Bab 7: Pertemuan Sang Iblis dan Dewi Bulan

4 0 0
                                    

Di tengah hutan yang sunyi, jauh dari hiruk-pikuk dunia, terdapat sebuah paviliun tersembunyi yang hanya diketahui oleh mereka yang benar-benar dikehendaki untuk datang. Malam itu, bulan purnama bersinar dengan cemerlang, menciptakan bayangan-bayangan panjang di sepanjang jalan setapak yang menuju ke paviliun tersebut. Jeon Wonwoo, dengan jubah putih yang berkibar lembut tertiup angin malam, melangkah mantap ke dalam gelapnya hutan, mengikuti cahaya bulan yang seakan memandu setiap langkahnya.

Setiap langkah Wonwoo membawa beban yang tidak ringan. Dia tahu bahwa malam ini dia akan bertemu dengan Kim Mingyu, pemimpin Klan Kim yang terkenal kejam dan tanpa ampun. Pria yang dijuluki "Sang Iblis" oleh banyak orang, karena kekuatannya yang besar dan ambisinya yang tidak terbatas. Mingyu telah menaklukkan banyak klan dengan tangan besinya, dan kini dia mengincar Klan Jeon.

Namun, Wonwoo tidak gentar. Dengan keyakinan penuh pada kekuatannya sendiri, serta bimbingan dari ayahnya, Jeon Dong Il, dia tahu bahwa pertemuan ini adalah langkah pertama dalam rencana mereka untuk menggoyahkan dominasi Mingyu. Meski hatinya dipenuhi dengan berbagai perasaan, Wonwoo menjaga ketenangannya. Sebagai Dewi Bulan, dia harus menjadi simbol ketenangan dan keteguhan.

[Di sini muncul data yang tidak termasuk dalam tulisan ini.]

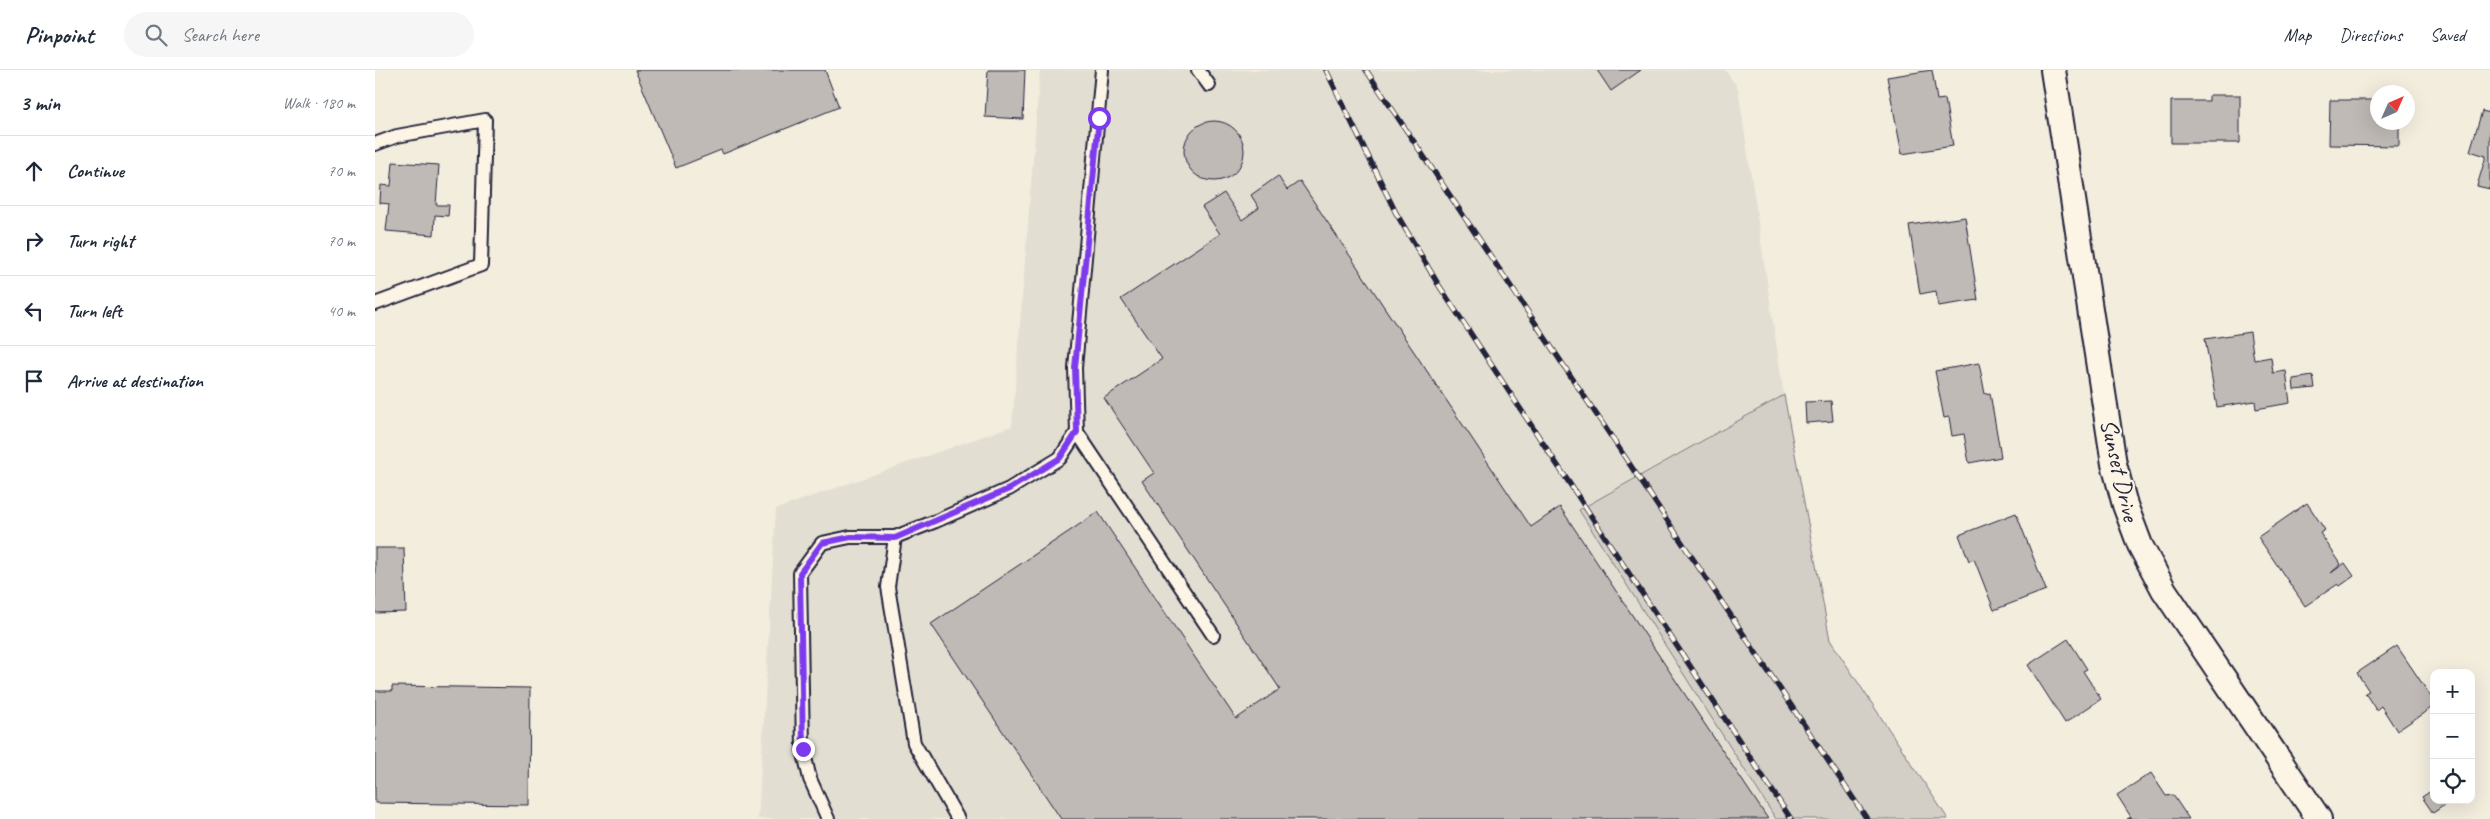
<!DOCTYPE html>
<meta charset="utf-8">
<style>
body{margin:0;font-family:Caveat,sans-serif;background:#f6f6f7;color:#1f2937}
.controls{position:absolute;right:15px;bottom:15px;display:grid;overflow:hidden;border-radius:10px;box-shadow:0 5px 20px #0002}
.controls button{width:45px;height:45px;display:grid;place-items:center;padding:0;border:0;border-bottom:1px solid #e0e1e3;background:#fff;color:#1f2937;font:25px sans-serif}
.compass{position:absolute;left:1995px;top:15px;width:45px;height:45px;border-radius:50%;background:#fff;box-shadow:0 5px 20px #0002;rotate:45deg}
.stop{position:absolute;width:15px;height:15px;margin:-11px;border:4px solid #7c3aed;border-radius:50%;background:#fff}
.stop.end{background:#7c3aed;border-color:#fff;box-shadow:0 1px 5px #0008}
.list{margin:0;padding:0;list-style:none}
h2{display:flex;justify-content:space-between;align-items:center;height:65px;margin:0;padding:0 20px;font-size:21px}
h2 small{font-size:16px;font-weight:400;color:#747a83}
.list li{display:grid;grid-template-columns:32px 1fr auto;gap:15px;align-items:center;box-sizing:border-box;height:70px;padding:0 20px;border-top:1px solid #e0e1e3}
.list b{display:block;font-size:19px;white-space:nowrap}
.list em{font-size:16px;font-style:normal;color:#747a83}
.icon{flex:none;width:28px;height:28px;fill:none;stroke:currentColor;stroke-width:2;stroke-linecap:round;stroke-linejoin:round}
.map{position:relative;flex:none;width:2115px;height:749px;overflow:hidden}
header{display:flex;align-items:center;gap:30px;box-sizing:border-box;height:70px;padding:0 25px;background:#fff;border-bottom:1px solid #e0e1e3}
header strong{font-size:24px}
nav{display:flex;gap:28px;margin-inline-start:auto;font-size:18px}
.search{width:350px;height:45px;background:#f6f6f7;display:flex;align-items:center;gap:12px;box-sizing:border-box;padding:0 18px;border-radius:28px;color:#747a83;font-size:19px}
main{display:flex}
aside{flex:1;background:#fff}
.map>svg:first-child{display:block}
.built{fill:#e3ded2}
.green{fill:#d4cfc6;stroke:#7b7880}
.building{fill:#bfbab6;stroke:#22223b}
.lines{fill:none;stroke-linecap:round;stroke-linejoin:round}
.service-casing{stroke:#22223b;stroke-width:16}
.minor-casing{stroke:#22223b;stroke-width:28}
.service{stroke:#fcf5e5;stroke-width:12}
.minor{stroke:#fcf5e5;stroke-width:24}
.rail-casing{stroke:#22223b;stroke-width:5.5}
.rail{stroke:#fcf5e5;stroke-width:4;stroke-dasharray:11;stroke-linecap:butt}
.route{stroke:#7c3aed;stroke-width:6}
.labels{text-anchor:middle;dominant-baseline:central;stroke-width:4.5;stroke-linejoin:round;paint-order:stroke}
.street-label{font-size:24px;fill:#22223b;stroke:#fcf5e5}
</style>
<header>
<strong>Pinpoint</strong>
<div class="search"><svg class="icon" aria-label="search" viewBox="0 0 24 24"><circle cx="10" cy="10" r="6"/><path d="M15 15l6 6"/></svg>Search here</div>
<nav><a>Map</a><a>Directions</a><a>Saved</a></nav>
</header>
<main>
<aside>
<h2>3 min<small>Walk · 180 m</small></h2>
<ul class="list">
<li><svg class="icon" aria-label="ahead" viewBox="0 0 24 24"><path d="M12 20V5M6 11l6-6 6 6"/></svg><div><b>Continue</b></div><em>70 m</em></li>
<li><svg class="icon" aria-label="right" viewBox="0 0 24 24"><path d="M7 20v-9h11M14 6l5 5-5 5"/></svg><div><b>Turn right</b></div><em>70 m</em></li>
<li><svg class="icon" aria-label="left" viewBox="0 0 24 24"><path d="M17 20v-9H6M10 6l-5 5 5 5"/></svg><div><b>Turn left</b></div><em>40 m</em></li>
<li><svg class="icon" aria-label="arrive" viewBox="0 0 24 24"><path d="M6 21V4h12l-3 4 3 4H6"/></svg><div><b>Arrive at destination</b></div></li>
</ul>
</aside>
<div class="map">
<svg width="2115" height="749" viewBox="0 0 2115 749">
<rect width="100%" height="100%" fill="#f3edde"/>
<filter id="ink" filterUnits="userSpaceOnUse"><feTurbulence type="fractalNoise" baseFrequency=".02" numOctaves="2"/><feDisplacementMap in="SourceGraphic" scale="10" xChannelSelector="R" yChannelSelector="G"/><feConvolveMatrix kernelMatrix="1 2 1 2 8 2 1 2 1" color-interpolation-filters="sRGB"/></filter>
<g filter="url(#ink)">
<path class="built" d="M665,0H1350L1363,18L1409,325L1204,440L1401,749H383L401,439L637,356Z"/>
<path class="green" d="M1409,325L1455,570L1573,749H1401L1204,440Z"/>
<path class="building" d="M260,0H450L464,37L348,84L346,80L301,98Z
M613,0H650L648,49L610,47Z
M1222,0H1266L1236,21Z
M1557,0L1562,30L1570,29L1578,76L1527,84L1512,7Z
M1834,25H1865V73H1796V31H1834Z
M1955,30H2002V52H2024V76L1954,75Z
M2107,41L2115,43V119L2102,116L2111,86L2095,81Z
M809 81a30 30 0 1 1 60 0a30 30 0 1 1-60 0Z
M18,92L64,95L61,135H74L73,146L60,145L59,165L11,161L14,134L5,133L6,115L16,116Z
M903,106L912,120L925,111L1156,457L1185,437L1393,749H686L556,554L723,442L861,649L905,619L767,411L779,403L729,328L787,289L746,229L845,164L827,137L849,123L867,150L884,138L876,125Z
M1590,147L1603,230L1563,236L1561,221L1545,224L1534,155Z
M1875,262L1879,290L1896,287L1898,303L1911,301L1915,333L1881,339L1880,331L1842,337L1830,269Z
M1604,293L1610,324L1615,323L1626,387L1594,393L1589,364L1577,366L1574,347L1569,348L1560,301Z
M1938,306L1940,318L1919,320L1918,309Z
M1456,331L1458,351L1431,353L1430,332Z
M1932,433L1950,460L1945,463L1966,494L1956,503L1970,493L1979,506L1965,516L1963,514L1930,536L1883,467Z
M1641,443L1671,520L1619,540L1599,489L1594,491L1584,465Z
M0,478H29L31,542L0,543Z
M1693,569L1712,599L1708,601L1726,629L1690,653L1653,595Z
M2022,576L2059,631V636L2022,661L2006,636L2001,640L1990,623L1994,621L1982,603Z
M17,616L155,618L154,735L0,733V621H17Z
M1776,703L1791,726L1798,725L1814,749H1752L1756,747L1742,725Z
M2059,719V730L2074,732L2058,743L2047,727Z"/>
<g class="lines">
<g class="service-casing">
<path id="service" d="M823,0L834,15
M0,74L22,66L110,50L106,195L0,234
M702,362L838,565
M520,467L513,517L539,673L583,749
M453,749L435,709L428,679L425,503L447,473L475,467H520L561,451L634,419L685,388L702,362L700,298L727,0"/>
</g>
<g class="minor-casing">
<path id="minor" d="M1678,0L1739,394L1750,435L1765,475L1789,520L1944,749"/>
</g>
<use href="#service" class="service"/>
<use href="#minor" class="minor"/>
<g class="rail-casing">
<path id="rail" d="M951,0L1021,143L1063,214L1416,749
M991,0L1492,749"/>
</g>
<use href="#rail" class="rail"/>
</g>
</g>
<g class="lines" filter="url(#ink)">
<path class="route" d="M428,679L425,503L447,473L476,467L520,468L634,419L685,388L702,362L700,298L724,48"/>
</g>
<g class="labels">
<g class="street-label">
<text transform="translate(1745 400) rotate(77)">Sunset Drive</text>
</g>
</g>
</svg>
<div class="controls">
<button>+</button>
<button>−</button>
<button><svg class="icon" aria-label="locate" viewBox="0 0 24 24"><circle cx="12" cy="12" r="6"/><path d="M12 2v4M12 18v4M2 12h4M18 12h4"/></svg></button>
</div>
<svg class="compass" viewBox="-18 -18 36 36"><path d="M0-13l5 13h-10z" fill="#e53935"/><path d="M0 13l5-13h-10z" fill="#747a83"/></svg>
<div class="stop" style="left:724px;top:48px"></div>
<div class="stop end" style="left:428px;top:679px"></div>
</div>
</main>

Sesampainya di paviliun, Wonwoo berhenti sejenak, memandang bangunan megah yang berdiri di depannya. Cahaya lentera-lentera yang menggantung di sekitar paviliun menciptakan suasana yang tenang, namun juga penuh misteri. Wonwoo tahu bahwa sekali dia melangkah masuk, tidak akan ada jalan kembali.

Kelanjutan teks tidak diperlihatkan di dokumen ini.